(Source records)

....................

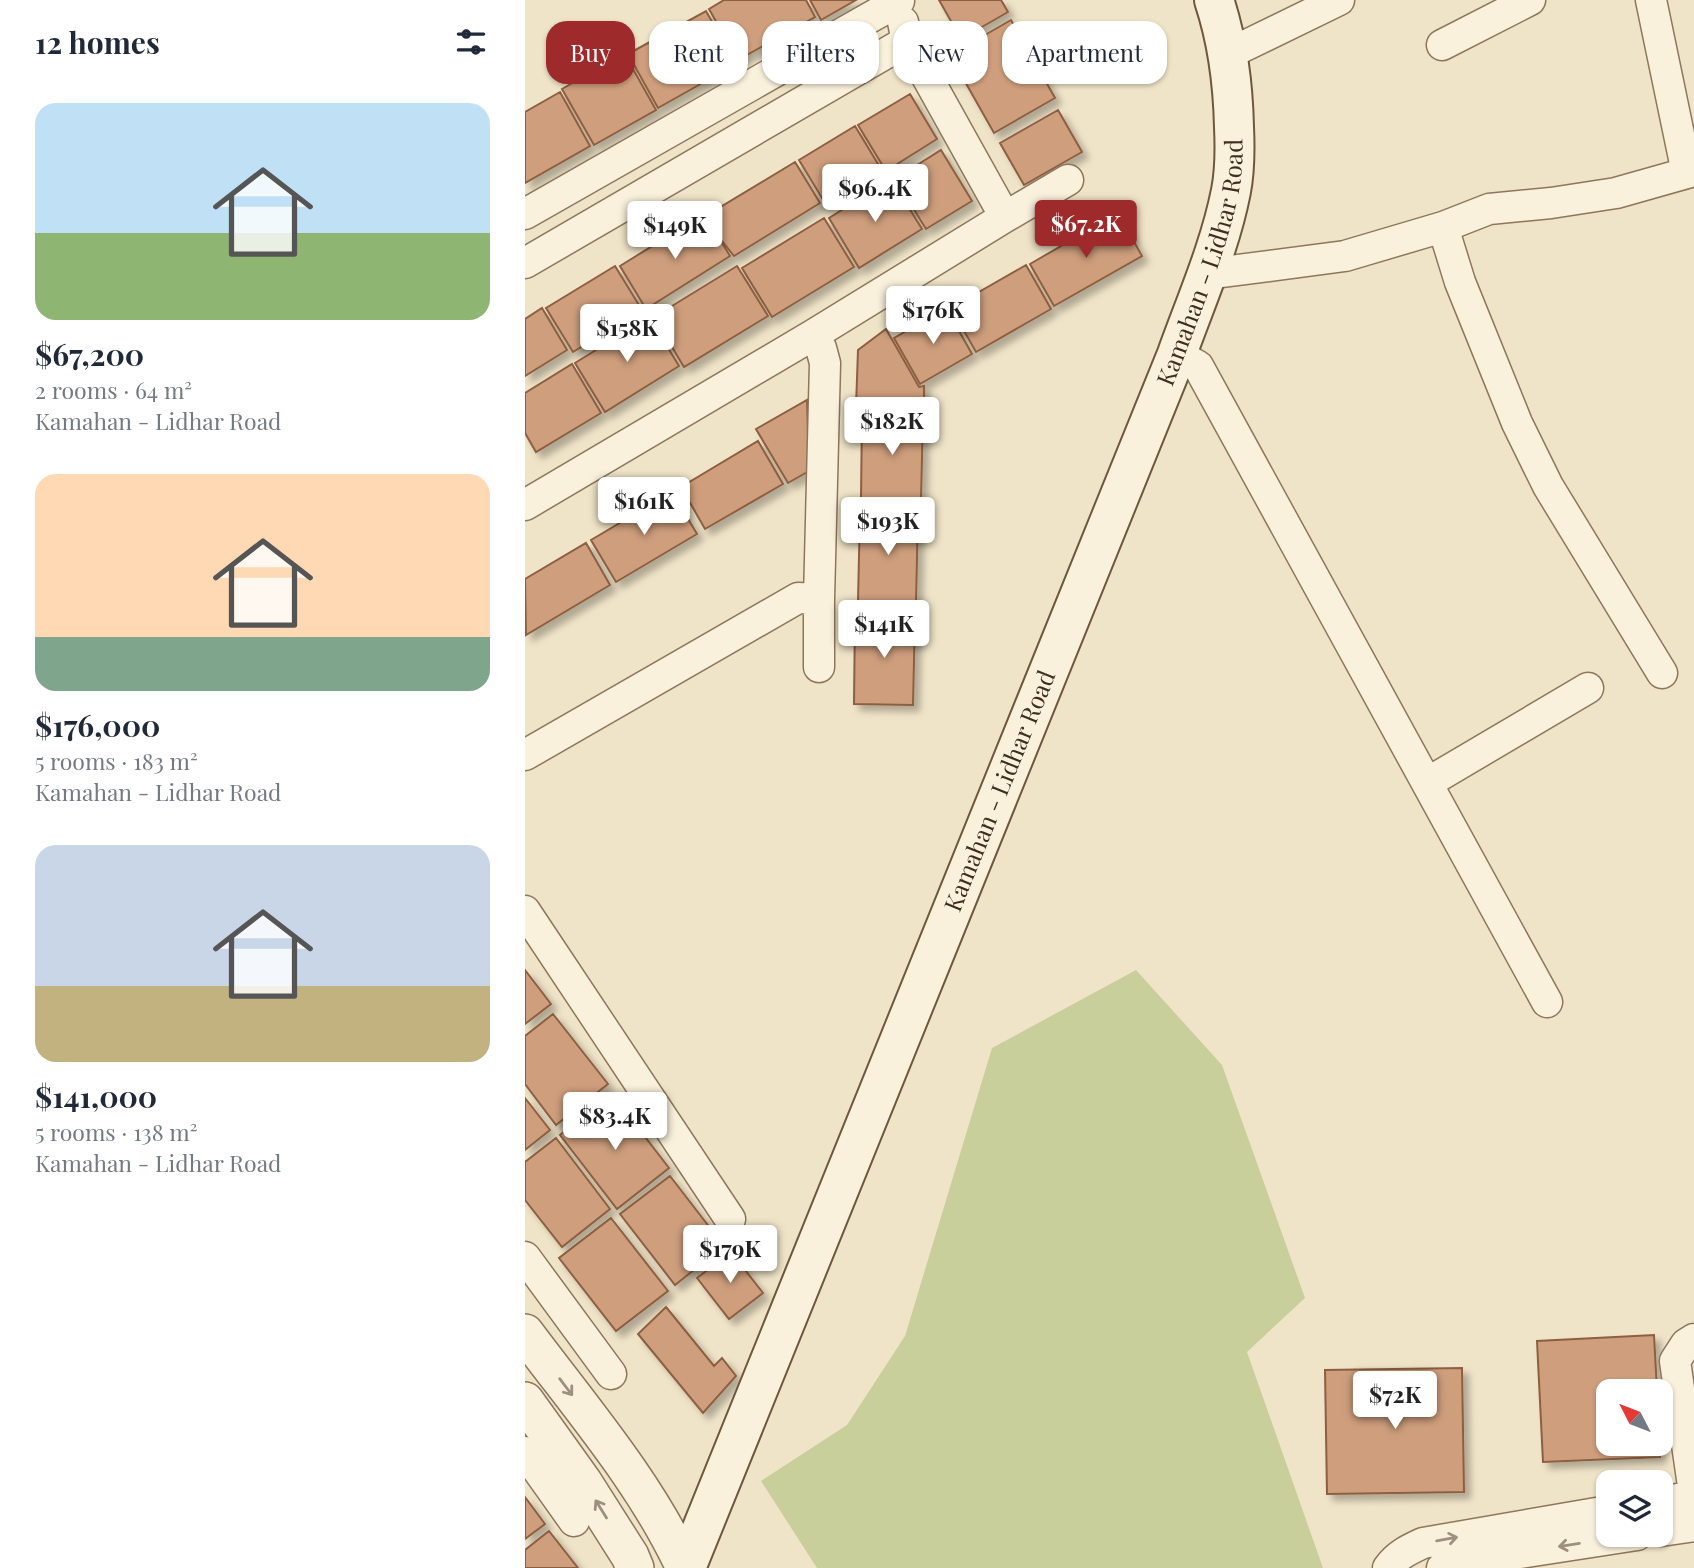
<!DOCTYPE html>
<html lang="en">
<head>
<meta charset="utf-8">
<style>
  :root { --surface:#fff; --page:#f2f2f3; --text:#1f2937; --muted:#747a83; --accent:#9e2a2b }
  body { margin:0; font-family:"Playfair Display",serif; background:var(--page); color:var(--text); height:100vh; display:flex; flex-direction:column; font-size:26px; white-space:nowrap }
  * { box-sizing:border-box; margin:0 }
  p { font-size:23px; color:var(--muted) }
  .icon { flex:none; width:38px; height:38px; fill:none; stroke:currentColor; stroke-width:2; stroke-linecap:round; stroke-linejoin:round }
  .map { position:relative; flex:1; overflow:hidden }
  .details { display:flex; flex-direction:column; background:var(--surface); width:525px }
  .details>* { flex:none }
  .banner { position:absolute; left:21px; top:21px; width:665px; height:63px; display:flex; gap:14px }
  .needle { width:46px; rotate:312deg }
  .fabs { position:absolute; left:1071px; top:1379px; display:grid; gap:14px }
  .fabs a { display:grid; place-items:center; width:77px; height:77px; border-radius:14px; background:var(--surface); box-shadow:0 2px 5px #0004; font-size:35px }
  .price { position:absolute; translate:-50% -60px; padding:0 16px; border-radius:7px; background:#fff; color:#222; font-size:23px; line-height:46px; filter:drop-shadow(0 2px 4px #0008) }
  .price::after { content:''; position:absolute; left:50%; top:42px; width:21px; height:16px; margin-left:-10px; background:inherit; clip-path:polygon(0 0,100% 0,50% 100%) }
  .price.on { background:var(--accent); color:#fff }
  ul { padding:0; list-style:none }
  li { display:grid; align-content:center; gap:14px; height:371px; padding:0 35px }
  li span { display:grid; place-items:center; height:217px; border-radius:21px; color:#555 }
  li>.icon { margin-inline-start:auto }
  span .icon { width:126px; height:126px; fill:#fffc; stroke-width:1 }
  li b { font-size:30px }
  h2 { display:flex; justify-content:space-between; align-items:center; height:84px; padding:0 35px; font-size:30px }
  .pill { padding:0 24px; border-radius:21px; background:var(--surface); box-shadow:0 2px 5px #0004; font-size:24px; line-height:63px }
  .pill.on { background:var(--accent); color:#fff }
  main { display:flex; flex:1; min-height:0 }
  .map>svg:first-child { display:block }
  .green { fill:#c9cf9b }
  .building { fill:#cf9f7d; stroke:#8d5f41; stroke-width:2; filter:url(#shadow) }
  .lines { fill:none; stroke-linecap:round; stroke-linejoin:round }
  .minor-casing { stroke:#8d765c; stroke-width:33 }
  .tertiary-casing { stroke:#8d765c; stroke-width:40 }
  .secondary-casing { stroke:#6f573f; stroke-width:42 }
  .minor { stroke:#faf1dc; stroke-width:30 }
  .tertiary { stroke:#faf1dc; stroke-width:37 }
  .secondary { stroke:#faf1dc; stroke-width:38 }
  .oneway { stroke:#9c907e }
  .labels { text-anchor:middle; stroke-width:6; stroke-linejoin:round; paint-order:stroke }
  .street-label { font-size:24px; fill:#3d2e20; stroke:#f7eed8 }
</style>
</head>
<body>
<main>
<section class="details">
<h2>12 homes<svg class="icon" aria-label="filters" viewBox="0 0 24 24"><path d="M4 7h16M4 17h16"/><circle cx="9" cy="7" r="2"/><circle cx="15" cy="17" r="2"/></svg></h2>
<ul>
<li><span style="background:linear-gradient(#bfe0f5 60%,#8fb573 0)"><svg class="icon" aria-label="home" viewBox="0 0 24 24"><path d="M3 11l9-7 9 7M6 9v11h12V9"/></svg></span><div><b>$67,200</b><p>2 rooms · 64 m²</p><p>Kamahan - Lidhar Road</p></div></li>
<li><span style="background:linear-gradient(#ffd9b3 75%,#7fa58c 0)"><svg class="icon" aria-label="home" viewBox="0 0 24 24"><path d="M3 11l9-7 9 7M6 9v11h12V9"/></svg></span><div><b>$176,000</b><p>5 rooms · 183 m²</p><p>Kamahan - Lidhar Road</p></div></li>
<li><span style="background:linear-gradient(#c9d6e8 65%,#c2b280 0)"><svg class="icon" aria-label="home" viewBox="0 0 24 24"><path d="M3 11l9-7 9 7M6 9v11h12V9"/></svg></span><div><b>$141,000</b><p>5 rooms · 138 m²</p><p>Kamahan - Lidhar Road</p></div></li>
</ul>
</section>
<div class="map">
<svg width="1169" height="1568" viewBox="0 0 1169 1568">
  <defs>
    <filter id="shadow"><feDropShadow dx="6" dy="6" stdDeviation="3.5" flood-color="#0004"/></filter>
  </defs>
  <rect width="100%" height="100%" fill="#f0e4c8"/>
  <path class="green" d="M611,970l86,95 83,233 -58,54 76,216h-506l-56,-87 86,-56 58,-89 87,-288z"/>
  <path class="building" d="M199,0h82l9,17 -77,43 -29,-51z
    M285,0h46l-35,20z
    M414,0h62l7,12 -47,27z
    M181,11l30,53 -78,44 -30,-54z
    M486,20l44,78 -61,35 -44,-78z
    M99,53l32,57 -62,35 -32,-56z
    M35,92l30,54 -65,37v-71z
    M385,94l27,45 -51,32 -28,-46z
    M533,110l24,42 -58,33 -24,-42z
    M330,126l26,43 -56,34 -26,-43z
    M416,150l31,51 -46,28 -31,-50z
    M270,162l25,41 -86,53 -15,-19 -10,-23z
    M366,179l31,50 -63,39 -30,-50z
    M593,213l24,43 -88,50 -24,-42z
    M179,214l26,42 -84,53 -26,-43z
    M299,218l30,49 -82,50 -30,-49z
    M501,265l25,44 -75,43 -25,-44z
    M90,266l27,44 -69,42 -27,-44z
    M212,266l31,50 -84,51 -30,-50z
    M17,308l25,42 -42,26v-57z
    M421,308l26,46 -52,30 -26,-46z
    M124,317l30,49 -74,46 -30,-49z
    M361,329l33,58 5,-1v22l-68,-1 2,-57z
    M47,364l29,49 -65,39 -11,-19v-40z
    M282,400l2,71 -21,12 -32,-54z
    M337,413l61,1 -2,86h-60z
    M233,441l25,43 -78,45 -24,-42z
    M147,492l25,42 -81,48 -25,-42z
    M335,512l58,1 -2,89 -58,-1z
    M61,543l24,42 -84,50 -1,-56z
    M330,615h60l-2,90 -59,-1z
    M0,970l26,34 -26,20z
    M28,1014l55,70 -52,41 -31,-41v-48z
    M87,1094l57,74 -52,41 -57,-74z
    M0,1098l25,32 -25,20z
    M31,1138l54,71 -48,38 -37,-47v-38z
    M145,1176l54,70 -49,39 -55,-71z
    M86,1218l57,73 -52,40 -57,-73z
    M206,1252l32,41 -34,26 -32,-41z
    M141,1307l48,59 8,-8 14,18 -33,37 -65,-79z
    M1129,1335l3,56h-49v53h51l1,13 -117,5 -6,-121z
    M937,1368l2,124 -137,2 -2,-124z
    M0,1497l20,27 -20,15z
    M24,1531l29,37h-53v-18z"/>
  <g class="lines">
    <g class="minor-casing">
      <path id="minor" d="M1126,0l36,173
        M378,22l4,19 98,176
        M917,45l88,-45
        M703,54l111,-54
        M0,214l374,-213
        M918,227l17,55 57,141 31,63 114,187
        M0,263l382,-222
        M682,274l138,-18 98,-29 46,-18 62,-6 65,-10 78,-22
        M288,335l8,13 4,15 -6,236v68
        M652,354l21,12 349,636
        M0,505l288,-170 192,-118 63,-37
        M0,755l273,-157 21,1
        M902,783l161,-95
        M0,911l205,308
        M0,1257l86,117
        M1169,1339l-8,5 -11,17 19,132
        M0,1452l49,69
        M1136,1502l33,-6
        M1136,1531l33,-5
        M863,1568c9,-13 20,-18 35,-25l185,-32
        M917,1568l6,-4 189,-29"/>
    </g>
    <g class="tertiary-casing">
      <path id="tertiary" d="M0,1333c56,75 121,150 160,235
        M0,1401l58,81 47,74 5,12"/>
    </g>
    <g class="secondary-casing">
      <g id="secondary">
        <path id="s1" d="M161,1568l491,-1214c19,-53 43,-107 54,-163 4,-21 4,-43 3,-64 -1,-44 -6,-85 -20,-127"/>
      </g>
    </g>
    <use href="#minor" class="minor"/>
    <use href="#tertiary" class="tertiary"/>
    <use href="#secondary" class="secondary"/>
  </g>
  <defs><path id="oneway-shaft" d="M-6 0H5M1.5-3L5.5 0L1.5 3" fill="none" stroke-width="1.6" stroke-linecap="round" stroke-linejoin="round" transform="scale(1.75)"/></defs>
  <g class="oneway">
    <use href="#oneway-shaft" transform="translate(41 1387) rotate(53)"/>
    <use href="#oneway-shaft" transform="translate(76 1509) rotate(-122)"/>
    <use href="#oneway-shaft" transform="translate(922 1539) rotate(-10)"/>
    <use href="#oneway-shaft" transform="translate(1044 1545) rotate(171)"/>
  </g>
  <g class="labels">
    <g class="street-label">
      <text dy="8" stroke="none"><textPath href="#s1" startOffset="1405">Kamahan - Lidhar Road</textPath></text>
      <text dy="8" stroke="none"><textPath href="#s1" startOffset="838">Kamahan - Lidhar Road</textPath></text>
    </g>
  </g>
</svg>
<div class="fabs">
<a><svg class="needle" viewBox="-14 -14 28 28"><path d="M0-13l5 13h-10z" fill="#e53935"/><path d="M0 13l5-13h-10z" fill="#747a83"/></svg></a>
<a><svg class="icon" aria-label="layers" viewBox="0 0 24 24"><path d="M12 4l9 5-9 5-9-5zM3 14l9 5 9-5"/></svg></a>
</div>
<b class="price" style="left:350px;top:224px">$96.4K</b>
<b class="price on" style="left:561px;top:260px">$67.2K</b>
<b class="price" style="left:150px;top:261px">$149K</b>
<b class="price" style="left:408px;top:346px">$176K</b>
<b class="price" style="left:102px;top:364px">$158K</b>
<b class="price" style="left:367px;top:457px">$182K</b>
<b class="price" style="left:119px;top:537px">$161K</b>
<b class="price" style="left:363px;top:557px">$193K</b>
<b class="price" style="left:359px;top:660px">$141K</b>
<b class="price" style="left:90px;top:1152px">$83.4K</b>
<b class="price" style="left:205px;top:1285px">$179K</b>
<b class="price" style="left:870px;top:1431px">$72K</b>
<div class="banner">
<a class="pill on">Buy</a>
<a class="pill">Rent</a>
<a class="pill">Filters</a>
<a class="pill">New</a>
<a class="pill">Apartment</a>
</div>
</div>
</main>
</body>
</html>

....................

Action item >>
Restate word for word every line from the top of the entries above to the line with "--surface:#fff; --page:#f2f2f3; --text:#1f2937;", inclusive, and skip any pictures.

Exercise solution >>
<!DOCTYPE html>
<html lang="en">
<head>
<meta charset="utf-8">
<style>
  :root { --surface:#fff; --page:#f2f2f3; --text:#1f2937; --muted:#747a83; --accent:#9e2a2b }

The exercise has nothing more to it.